[ExI] Just a simple question

Mike Dougherty msd001 at gmail.com
Mon Dec 18 03:49:57 UTC 2023


On Sun, Dec 17, 2023, 11:52 AM Adrian Tymes via extropy-chat <
extropy-chat at lists.extropy.org> wrote:

>
> To be fair: fusion has been accomplished (just not commercially viable
> yet), there are ways to mitigate cancer in at least some cases, and ants
> are kept out of many kitchens.
>

"To be fair"

So the fusion that has been accomplished makes which person the expert? The
one who planned the device? The one who machined it to five-nines
precision? The project manager who coordinated everyone else?
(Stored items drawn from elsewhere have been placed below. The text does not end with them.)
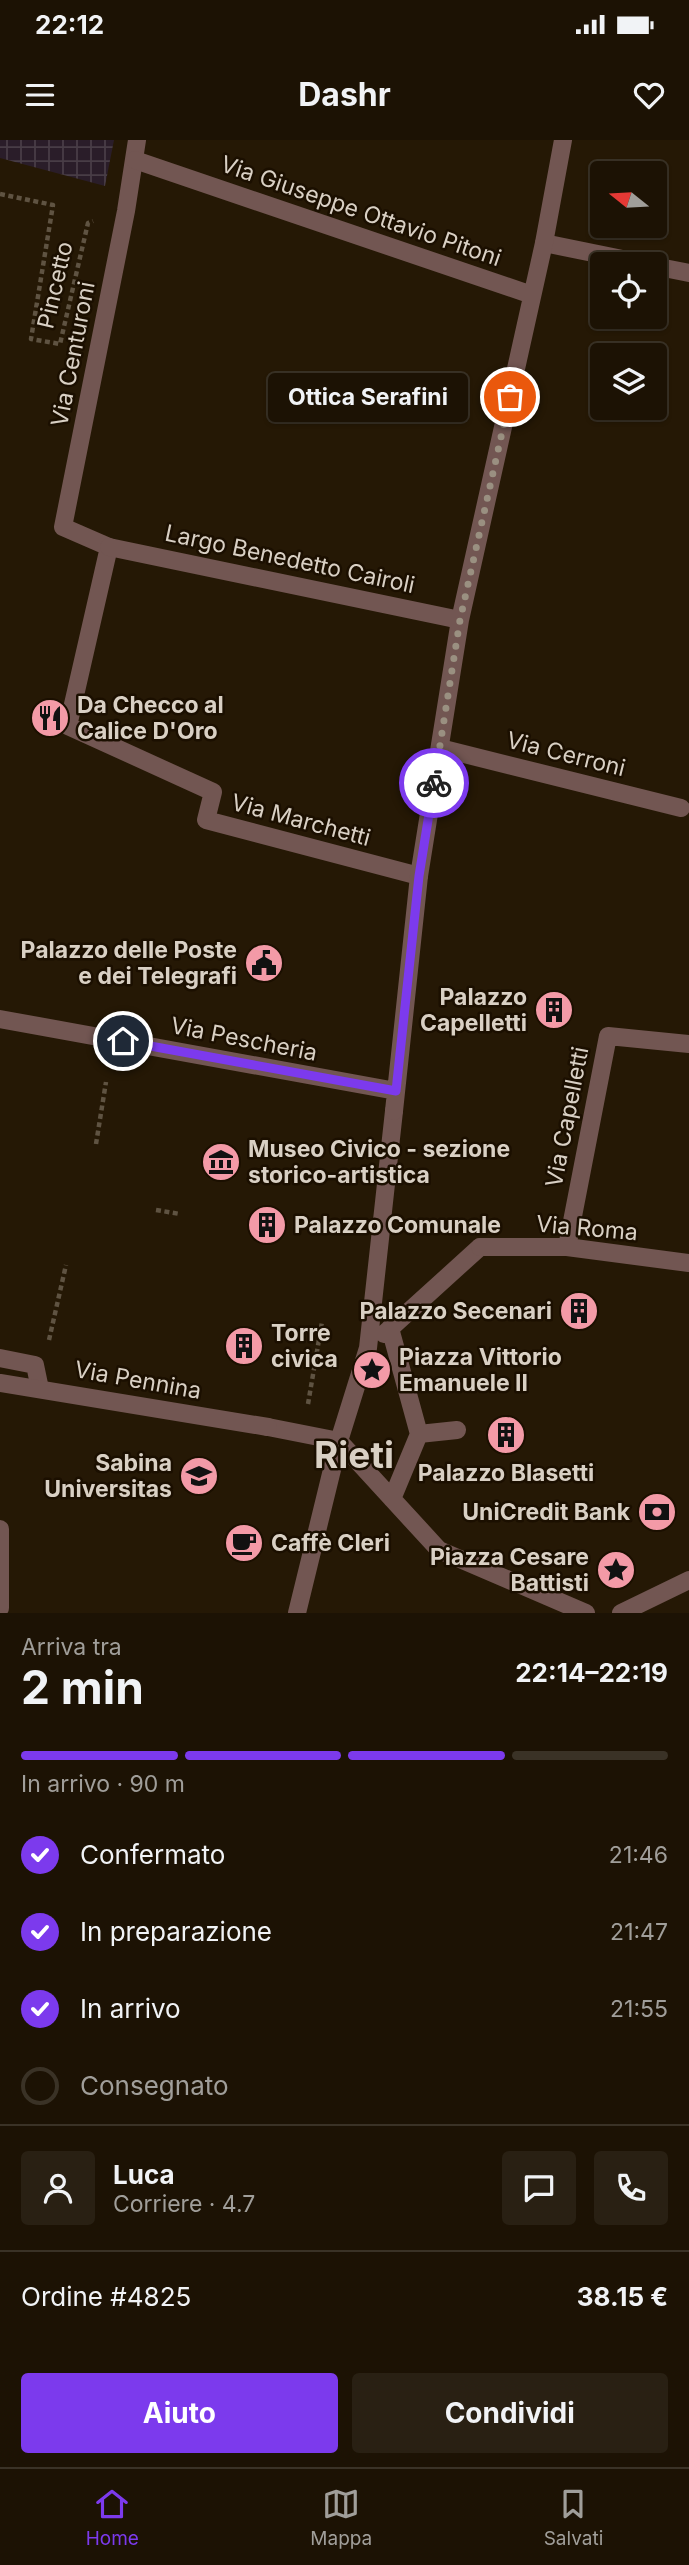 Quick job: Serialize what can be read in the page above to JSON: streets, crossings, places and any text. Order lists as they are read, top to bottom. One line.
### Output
{"streets":{"street":["Via Giuseppe Ottavio Pitoni","Via Centuroni","Largo Benedetto Cairoli","Via Cerroni","Via Marchetti","Via Pescheria","Via Capelletti","Via Roma","Via Pennina"],"path":["Pincetto"]},"crossings":[["Via Giuseppe Ottavio Pitoni","Via Centuroni"],["Pincetto","Via Centuroni"],["Via Centuroni","Largo Benedetto Cairoli"],["Via Centuroni","Via Marchetti"],["Largo Benedetto Cairoli","Via Marchetti"],["Via Capelletti","Via Roma"]],"districts":["Rieti"],"places":{"other":["Ottica Serafini"],"restaurant":["Da Checco al Calice D'Oro"],"public building":["Palazzo delle Poste e dei Telegrafi"],"building":["Palazzo Capelletti","Palazzo Comunale","Palazzo Secenari","Torre civica","Palazzo Blasetti"],"museum":["Museo Civico - sezione storico-artistica"],"place":["Piazza Vittorio Emanuele II","Piazza Cesare Battisti"],"school or university":["Sabina Universitas"],"bank":["UniCredit Bank"],"cafe":["Caffè Cleri"]},"north":"left","page":{"status":"22:12","header":"Dashr","bubble":"Ottica Serafini","heading":["2 min","Arriva tra","22:14–22:19"],"panel":["Luca","Corriere · 4.7","Ordine #4825","38.15 €"],"bar":"In arrivo · 90 m","list":[["Confermato","21:46"],["In preparazione","21:47"],["In arrivo","21:55"],"Consegnato"],"buttons":["Aiuto","Condividi"],"tabs":["Home","Mappa","Salvati"]}} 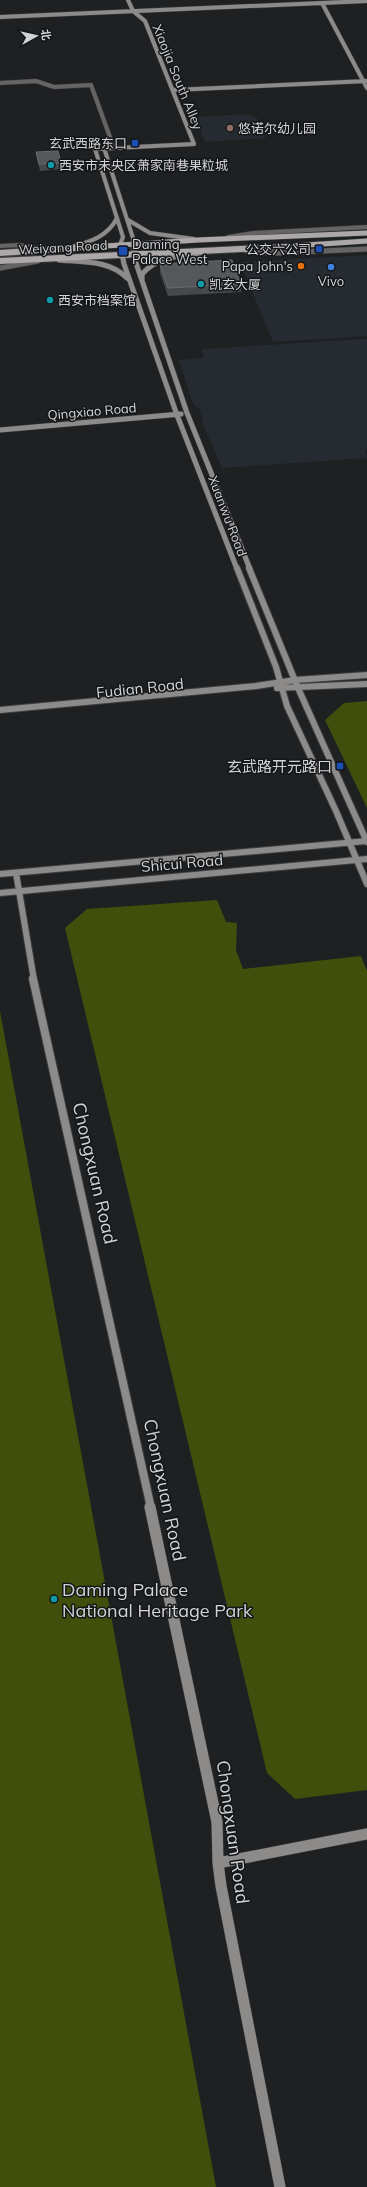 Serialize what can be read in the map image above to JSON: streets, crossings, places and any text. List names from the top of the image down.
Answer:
{
  "streets": {
    "main road": ["Weiyang Road"],
    "street": [
      "Xiaojia South Alley",
      "Qingxiao Road",
      "Xuanwu Road",
      "Fudian Road",
      "Shicui Road",
      "Chongxuan Road"
    ]
  },
  "crossings": [
    ["Weiyang Road", "Xuanwu Road"],
    ["Qingxiao Road", "Xuanwu Road"],
    ["Xuanwu Road", "Fudian Road"],
    ["Xuanwu Road", "Shicui Road"],
    ["Shicui Road", "Chongxuan Road"]
  ],
  "places": {
    "other": [
      "悠诺尔幼儿园",
      "西安市未央区萧家南巷果粒城",
      "Papa John's",
      "Vivo",
      "凯玄大厦",
      "西安市档案馆",
      "Daming Palace National Heritage Park"
    ],
    "transit": [
      "玄武西路东口",
      "公交六公司",
      "Daming Palace West",
      "玄武路开元路口"
    ]
  },
  "north": "right"
} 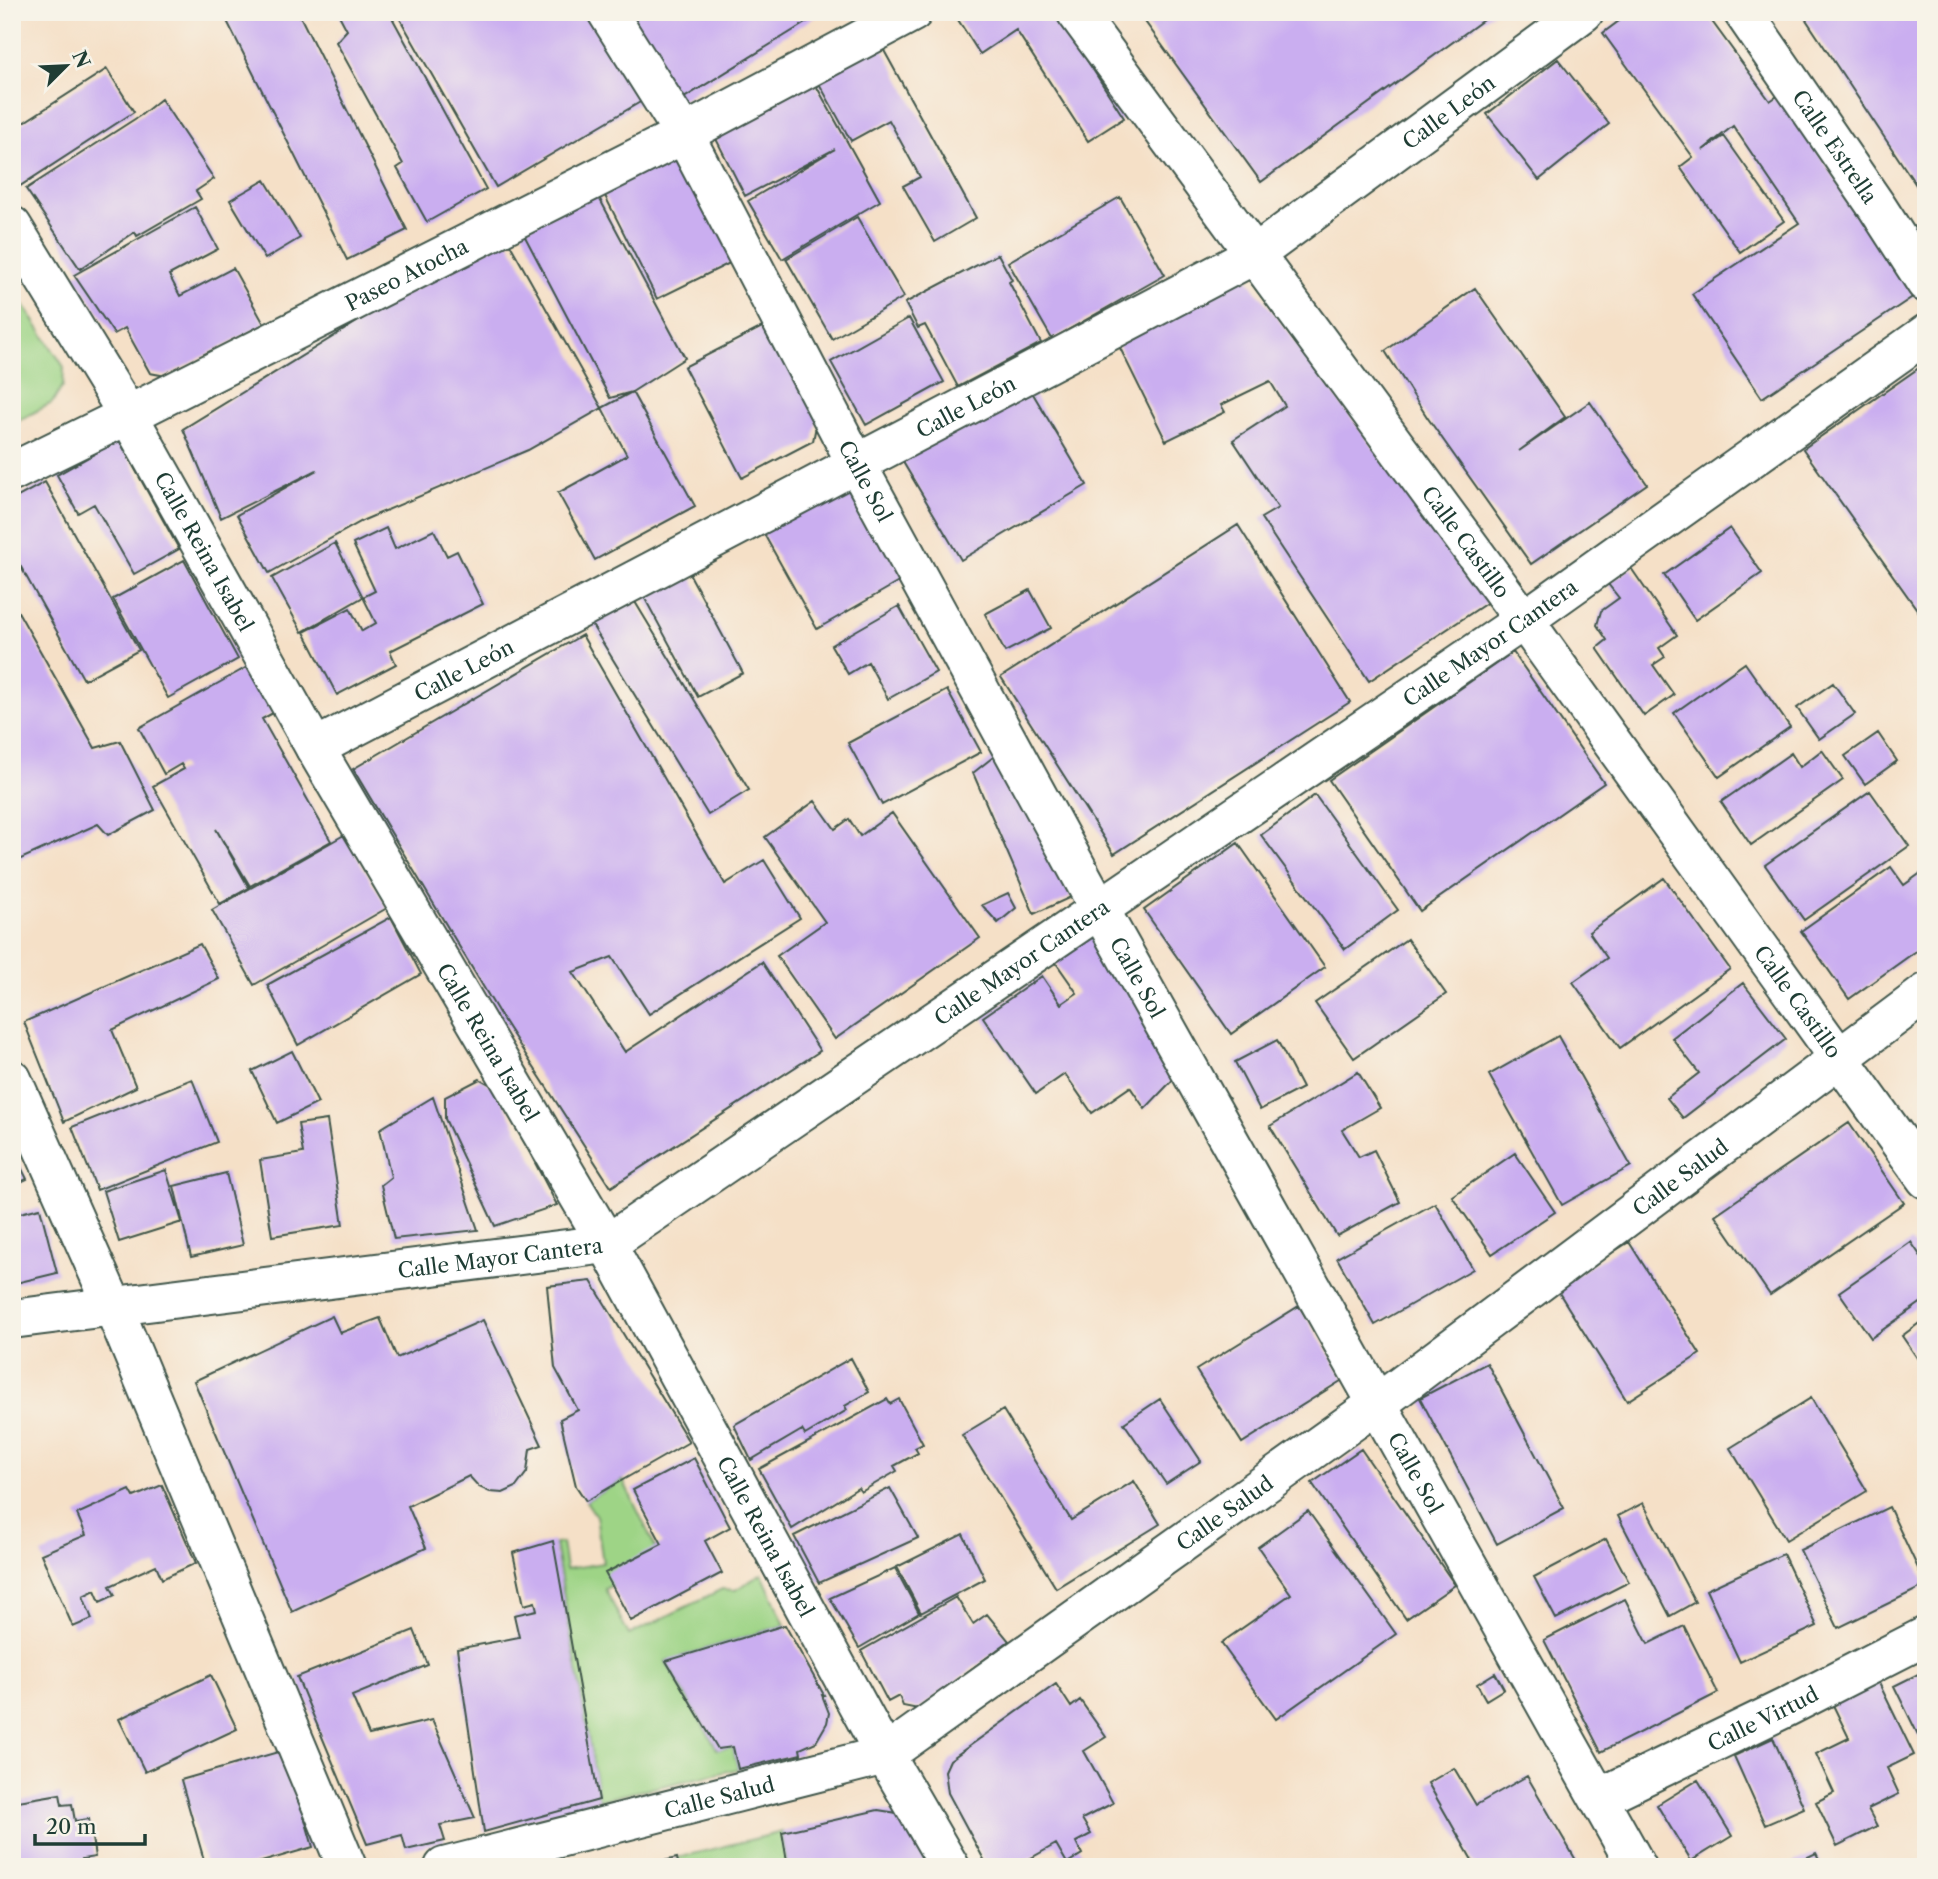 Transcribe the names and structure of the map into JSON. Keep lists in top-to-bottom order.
{
  "streets": {
    "main road": [
      "Calle León",
      "Calle Estrella",
      "Paseo Atocha",
      "Calle Sol",
      "Calle Castillo",
      "Calle Reina Isabel",
      "Calle Mayor Cantera",
      "Calle Salud",
      "Calle Virtud"
    ]
  },
  "crossings": [
    ["Calle León", "Calle Sol"],
    ["Calle León", "Calle Castillo"],
    ["Calle León", "Calle Reina Isabel"],
    ["Paseo Atocha", "Calle Sol"],
    ["Paseo Atocha", "Calle Reina Isabel"],
    ["Calle Sol", "Calle Mayor Cantera"],
    ["Calle Sol", "Calle Salud"],
    ["Calle Sol", "Calle Virtud"],
    ["Calle Castillo", "Calle Mayor Cantera"],
    ["Calle Castillo", "Calle Salud"],
    ["Calle Reina Isabel", "Calle Mayor Cantera"],
    ["Calle Reina Isabel", "Calle Salud"]
  ],
  "scale_bar": "20 m",
  "north": "top right"
} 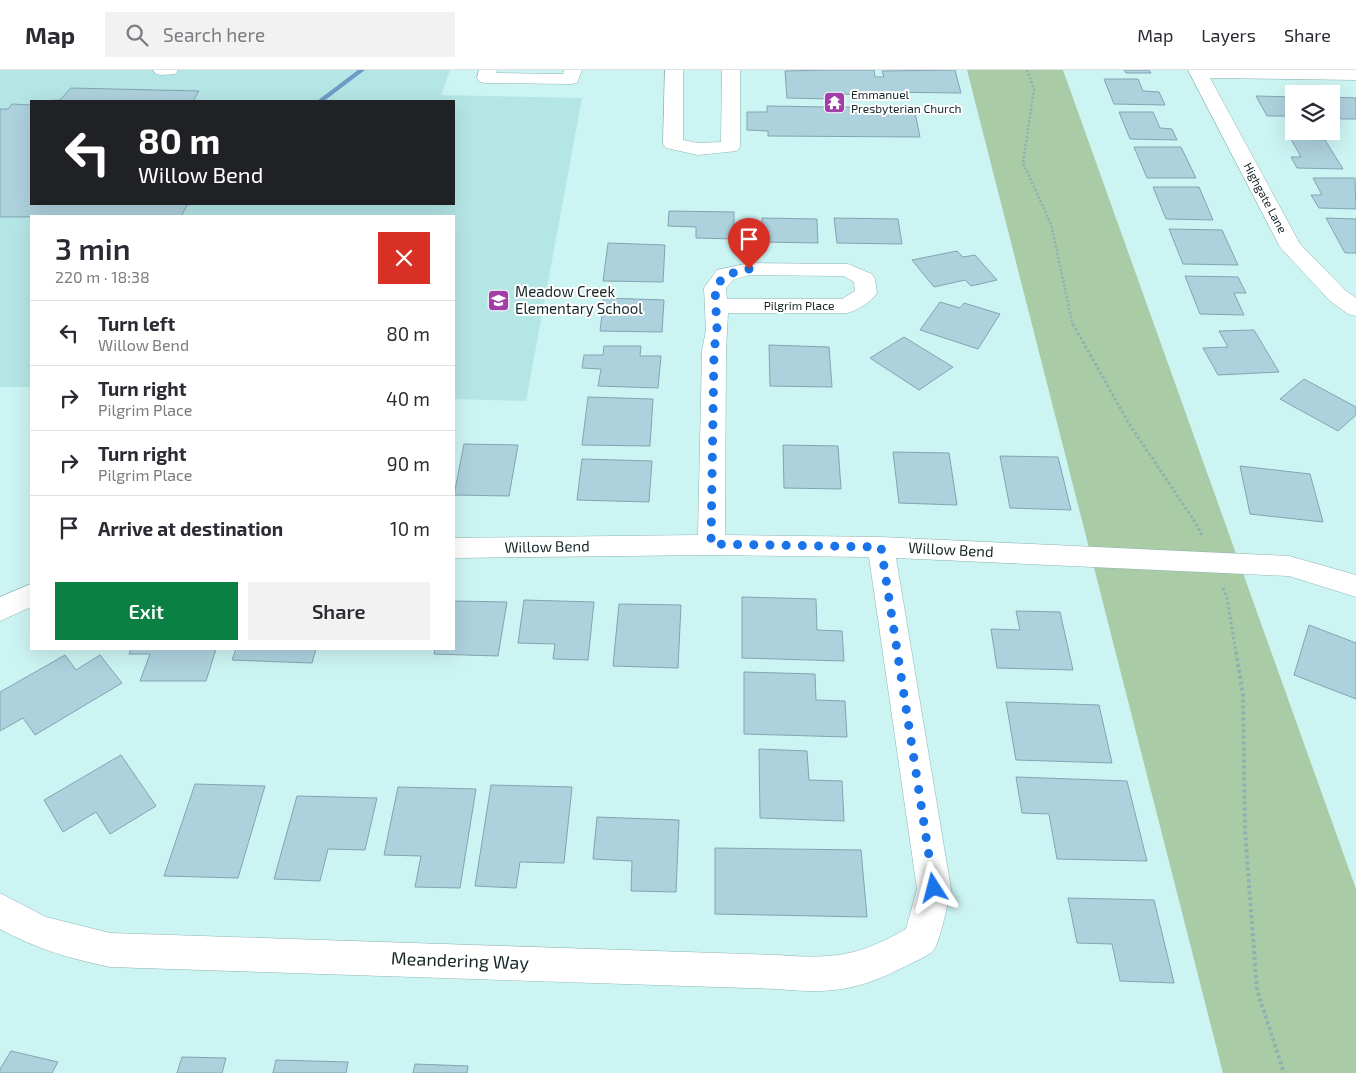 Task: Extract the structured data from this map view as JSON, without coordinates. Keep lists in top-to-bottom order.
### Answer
{
  "streets": {
    "street": [
      "Highgate Lane",
      "Pilgrim Place",
      "Willow Bend",
      "Meandering Way"
    ]
  },
  "crossings": [
    ["Pilgrim Place", "Willow Bend"],
    ["Willow Bend", "Meandering Way"]
  ],
  "places": {
    "temple": ["Emmanuel Presbyterian Church"],
    "school or university": ["Meadow Creek Elementary School"]
  },
  "page": {
    "header": "Map",
    "search": "Search here",
    "nav": ["Map", "Layers", "Share"],
    "turn": ["80 m", "Willow Bend"],
    "heading": ["3 min", "220 m · 18:38"],
    "list": [
      {
        "name": "Turn left",
        "note": "Willow Bend",
        "value": "80 m"
      },
      {
        "name": "Turn right",
        "note": "Pilgrim Place",
        "value": "40 m"
      },
      {
        "name": "Turn right",
        "note": "Pilgrim Place",
        "value": "90 m"
      },
      {
        "name": "Arrive at destination",
        "value": "10 m"
      }
    ],
    "buttons": ["Exit", "Share"]
  }
}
Surely the
one signing the check is the expert.  Oh, I'm being facetious.  Of course I
am.

Maybe our definition of "expert" differ between "someone who has done a
thing" and "someone who knows how a thing is done."  Was Neil Armstrong the
only expert to walk on the moon before Aldrin also did the thing?  I am of
a mind to grant many other NASA folk the title of 'expert' on lunar landing
despite the fact they have never done so.  There must be a few people who
were on duty at mission control for more than one lunar landing project
implementation - would that make them double-expert compared to Armstrong
or Aldrin?  I know, the geniuses on this list will tell me how wrong I am
because the type (you know there's a type) are so smart they don't need to
listen.  I profess to be neither smart nor correct.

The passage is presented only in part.